JUSTIN TOWNES EARLE: Single Mothers
JUSTIN TOWNES EARLE
Single Mothers
Vagrant 4220
Justin Townes new album Single Mothers is kind of perplexing. At a few seconds under 30 minutes it is very short with ten compact songs. It opens with a pair of similarly doo wop sounding songs in “Worried About the Weather” and “Single Mothers.” What follows does go in different directions. I’d have suggested separating these two and using an altered sequence.

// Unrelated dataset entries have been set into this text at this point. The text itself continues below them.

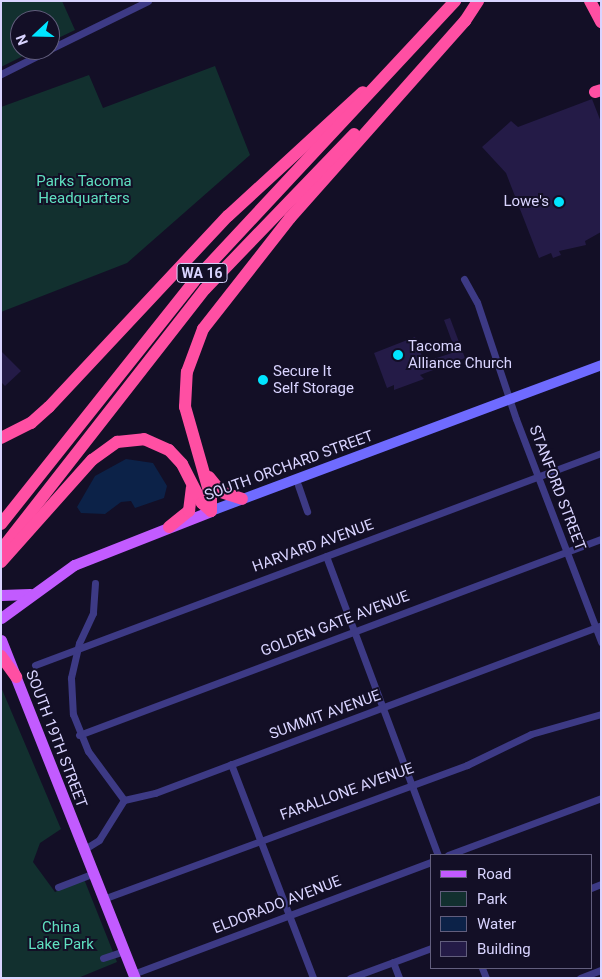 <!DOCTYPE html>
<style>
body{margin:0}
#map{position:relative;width:602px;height:979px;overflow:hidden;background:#130f26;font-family:Roboto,sans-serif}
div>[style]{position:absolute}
.green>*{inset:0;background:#12302f}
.water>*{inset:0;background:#0c2248}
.building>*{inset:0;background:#241b47}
.street>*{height:7px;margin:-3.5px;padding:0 3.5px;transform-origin:3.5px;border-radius:3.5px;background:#3d3a85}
.secondary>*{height:10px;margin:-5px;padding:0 5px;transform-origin:5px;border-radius:5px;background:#6f6bff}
.primary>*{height:11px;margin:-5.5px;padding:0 5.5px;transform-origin:5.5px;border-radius:5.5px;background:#c25bff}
.highway>*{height:12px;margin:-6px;padding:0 6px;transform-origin:6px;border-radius:6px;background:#ff4fa3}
.dots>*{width:14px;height:14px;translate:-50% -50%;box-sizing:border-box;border:2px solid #130f26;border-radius:50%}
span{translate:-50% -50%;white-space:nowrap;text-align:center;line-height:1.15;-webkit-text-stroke:4px #130f26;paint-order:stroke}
.shield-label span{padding:1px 4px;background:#130f26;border:1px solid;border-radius:4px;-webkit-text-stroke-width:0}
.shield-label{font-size:14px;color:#d9d4ff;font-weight:700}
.park-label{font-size:15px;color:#5fe0c0}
.poi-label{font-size:15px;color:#d9d4ff}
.right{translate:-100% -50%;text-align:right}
.left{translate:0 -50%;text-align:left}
.street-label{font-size:15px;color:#d9d4ff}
.frame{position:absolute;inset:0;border:2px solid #d9d4ff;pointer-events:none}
.legend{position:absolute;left:430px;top:854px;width:162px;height:115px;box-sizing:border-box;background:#130f26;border:1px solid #625e7d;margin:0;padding:6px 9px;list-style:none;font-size:15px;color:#d9d4ff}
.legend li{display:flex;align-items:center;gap:10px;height:25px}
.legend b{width:25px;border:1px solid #625e7d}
.north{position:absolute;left:10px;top:10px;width:50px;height:50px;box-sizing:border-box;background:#130f26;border:1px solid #625e7d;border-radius:50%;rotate:249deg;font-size:14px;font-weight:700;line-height:20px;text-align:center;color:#d9d4ff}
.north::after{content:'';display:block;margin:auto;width:18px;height:22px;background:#00e5ff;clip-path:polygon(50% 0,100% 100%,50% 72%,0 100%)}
</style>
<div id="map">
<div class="green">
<i style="clip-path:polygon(1px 1px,62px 1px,75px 30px,50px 42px,50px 20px,20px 20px,20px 50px,35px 50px,1px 67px)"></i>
<i style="clip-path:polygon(215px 66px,250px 155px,127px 263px,1px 312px,1px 107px,89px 75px,103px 108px)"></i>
<i style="clip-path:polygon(1px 687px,61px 829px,40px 843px,33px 862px,55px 892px,84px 879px,117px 962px,78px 978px,1px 978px)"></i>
</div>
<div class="water">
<i style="clip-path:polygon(126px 459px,153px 463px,167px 486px,164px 498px,135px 508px,131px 501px,121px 502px,105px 514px,81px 513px,77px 507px,95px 476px)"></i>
</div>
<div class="building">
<i style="clip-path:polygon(592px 99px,601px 122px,601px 232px,585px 241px,586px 245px,559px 251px,561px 255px,553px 258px,551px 253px,539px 258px,506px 173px,482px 147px,511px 121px,518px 127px)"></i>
<i style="clip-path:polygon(450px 318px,465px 358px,420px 375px,424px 379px,394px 390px,394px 385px,387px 388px,374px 353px,415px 337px,424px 362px,452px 353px,454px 347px,444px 320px)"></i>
<i style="clip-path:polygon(1px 351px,21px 371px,5px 386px,1px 382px)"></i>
</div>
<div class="street">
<i style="left:50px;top:49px;width:109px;rotate:-26.1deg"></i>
<i style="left:1px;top:74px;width:54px;rotate:-26.6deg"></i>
<i style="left:464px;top:279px;width:26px;rotate:61deg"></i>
<i style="left:477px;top:302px;width:123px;rotate:71.6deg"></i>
<i style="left:516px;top:419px;width:239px;rotate:69.1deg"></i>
<i style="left:298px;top:485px;width:28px;rotate:71deg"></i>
<i style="left:326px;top:556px;width:319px;rotate:69.5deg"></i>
<i style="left:95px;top:583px;width:30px;rotate:94deg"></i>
<i style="left:93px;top:613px;width:33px;rotate:115deg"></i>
<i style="left:79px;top:643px;width:36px;rotate:103deg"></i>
<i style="left:71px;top:678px;width:36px;rotate:87deg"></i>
<i style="left:73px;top:714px;width:40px;rotate:68deg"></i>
<i style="left:88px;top:751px;width:61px;rotate:53.7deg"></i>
<i style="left:35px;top:665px;width:604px;rotate:-20.53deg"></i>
<i style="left:79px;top:735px;width:558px;rotate:-20.58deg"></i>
<i style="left:231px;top:764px;width:229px;rotate:69deg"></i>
<i style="left:83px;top:850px;width:19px;rotate:-32deg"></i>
<i style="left:99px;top:840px;width:47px;rotate:-58deg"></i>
<i style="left:124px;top:800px;width:32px;rotate:-13deg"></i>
<i style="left:155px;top:793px;width:477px;rotate:-20.6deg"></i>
<i style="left:448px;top:855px;width:163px;rotate:-20.4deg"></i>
<i style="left:58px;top:887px;width:36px;rotate:-21deg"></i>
<i style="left:591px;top:888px;width:11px;rotate:-22deg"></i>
<i style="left:103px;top:899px;width:388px;rotate:-20.2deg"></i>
<i style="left:467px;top:765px;width:71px;rotate:-25.8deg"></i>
<i style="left:531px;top:734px;width:73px;rotate:-15.9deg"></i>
<i style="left:103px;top:958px;width:22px;rotate:-18deg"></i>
<i style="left:393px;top:962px;width:17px;rotate:69deg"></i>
<i style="left:482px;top:968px;width:11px;rotate:68deg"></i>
<i style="left:133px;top:974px;width:318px;rotate:-20.6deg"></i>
<i style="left:350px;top:978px;width:86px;rotate:-20.3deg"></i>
<i style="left:580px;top:978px;width:22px;rotate:-21deg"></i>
</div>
<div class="secondary">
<i style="left:211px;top:511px;width:416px;rotate:-20.5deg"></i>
</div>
<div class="primary">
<i style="left:1px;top:595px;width:29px;rotate:-2deg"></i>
<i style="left:1px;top:618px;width:90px;rotate:-36deg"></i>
<i style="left:74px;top:565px;width:147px;rotate:-21.5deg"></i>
<i style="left:1px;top:640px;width:364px;rotate:68.4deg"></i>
</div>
<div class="highway">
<i style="left:590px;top:1px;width:24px;rotate:62deg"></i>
<i style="left:595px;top:92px;width:6px;rotate:-18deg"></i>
<i style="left:1px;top:438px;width:34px;rotate:-27deg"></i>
<i style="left:31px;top:423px;width:24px;rotate:-42deg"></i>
<i style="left:49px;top:407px;width:262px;rotate:-46.9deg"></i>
<i style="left:228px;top:216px;width:183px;rotate:-42.6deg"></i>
<i style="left:209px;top:477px;width:19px;rotate:51deg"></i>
<i style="left:221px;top:492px;width:22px;rotate:18deg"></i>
<i style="left:211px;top:511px;width:13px;rotate:-90deg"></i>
<i style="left:211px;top:498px;width:95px;rotate:-105.9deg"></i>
<i style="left:185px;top:407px;width:35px;rotate:-87deg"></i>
<i style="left:187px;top:372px;width:46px;rotate:-69.6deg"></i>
<i style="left:203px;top:329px;width:141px;rotate:-51.9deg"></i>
<i style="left:290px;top:218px;width:264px;rotate:-48.4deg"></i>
<i style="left:465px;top:21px;width:24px;rotate:-57deg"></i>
<i style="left:1px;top:524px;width:310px;rotate:-51.5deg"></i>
<i style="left:194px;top:281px;width:383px;rotate:-47deg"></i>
<i style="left:169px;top:527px;width:26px;rotate:-39deg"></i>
<i style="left:189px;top:511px;width:23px;rotate:-83deg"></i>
<i style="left:1px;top:550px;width:331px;rotate:-52deg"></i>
<i style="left:205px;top:289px;width:215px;rotate:-46.1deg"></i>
<i style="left:1px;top:562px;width:137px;rotate:-48.3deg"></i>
<i style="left:92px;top:460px;width:31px;rotate:-36deg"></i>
<i style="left:117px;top:442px;width:27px;rotate:-6deg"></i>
<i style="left:144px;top:439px;width:27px;rotate:24deg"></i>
<i style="left:169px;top:450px;width:19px;rotate:47deg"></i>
<i style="left:182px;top:464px;width:44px;rotate:62.9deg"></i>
<i style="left:202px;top:503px;width:12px;rotate:42deg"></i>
<i style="left:1px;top:656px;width:26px;rotate:54deg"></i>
</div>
<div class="dots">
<i style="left:559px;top:202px;background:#00e5ff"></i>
<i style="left:398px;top:355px;background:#00e5ff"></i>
<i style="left:263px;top:380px;background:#00e5ff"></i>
</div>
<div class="shield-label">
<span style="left:202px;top:273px">WA 16</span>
</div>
<div class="park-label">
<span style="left:84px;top:190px">Parks Tacoma<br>Headquarters</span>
<span style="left:61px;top:936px">China<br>Lake Park</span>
</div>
<div class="poi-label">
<span class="right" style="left:549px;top:202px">Lowe's</span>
<span class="left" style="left:408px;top:355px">Tacoma<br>Alliance Church</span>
<span class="left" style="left:273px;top:380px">Secure It<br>Self Storage</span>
</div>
<div class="street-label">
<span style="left:289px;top:466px;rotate:-20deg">SOUTH ORCHARD STREET</span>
<span style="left:557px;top:488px;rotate:69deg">STANFORD STREET</span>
<span style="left:313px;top:546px;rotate:-20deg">HARVARD AVENUE</span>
<span style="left:335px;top:624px;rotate:-21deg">GOLDEN GATE AVENUE</span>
<span style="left:325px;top:715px;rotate:-20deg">SUMMIT AVENUE</span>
<span style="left:56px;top:739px;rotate:69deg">SOUTH 19TH STREET</span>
<span style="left:347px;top:792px;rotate:-20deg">FARALLONE AVENUE</span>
<span style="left:277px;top:905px;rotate:-21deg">ELDORADO AVENUE</span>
</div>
<div class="frame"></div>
<ul class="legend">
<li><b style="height:6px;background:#c25bff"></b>Road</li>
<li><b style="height:14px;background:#12302f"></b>Park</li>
<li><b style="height:14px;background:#0c2248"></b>Water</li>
<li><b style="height:14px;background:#241b47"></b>Building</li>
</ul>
<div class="north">N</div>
</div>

“My Baby Drives” is open throttle rock and roll. On “Today and a Lonely Night,” Paul Niehaus switches from electric guitar to pedal steel ramping up the song’s loneliness. “Picture in a Drawer” is even lonelier, as bass and drums drop out and it is just pedal steel and acoustic guitar behind Justin. “Wanna Be a Stranger” is an aching mid-tempo rocker. “White Gardenias is another slow country weeper. “Time Shows Fools” is a reflective and philosophical little rocker. “It’s Cold in this House” is a lonely late nighter with more weepy pedal steel and a hint of ’50s RnB. The album closes with the spirited rocker “Burning Pictures.”
Throughout, this brief set has really lean arrangements. The players, with Justin on acoustic guitar, are Niehaus, on guitars and pedal steel, with Mark Hedman and Matt Pence on bass and drums. Each time out, Justin Townes Earle sounds a little more assured and comfortable. By now, he is clearly his own man on his own road. The long shadow and deep footsteps his father, Steve Earle, casts are really no longer an issue. Enjoy Justin’s work on its own considerable merits. He has earned that much.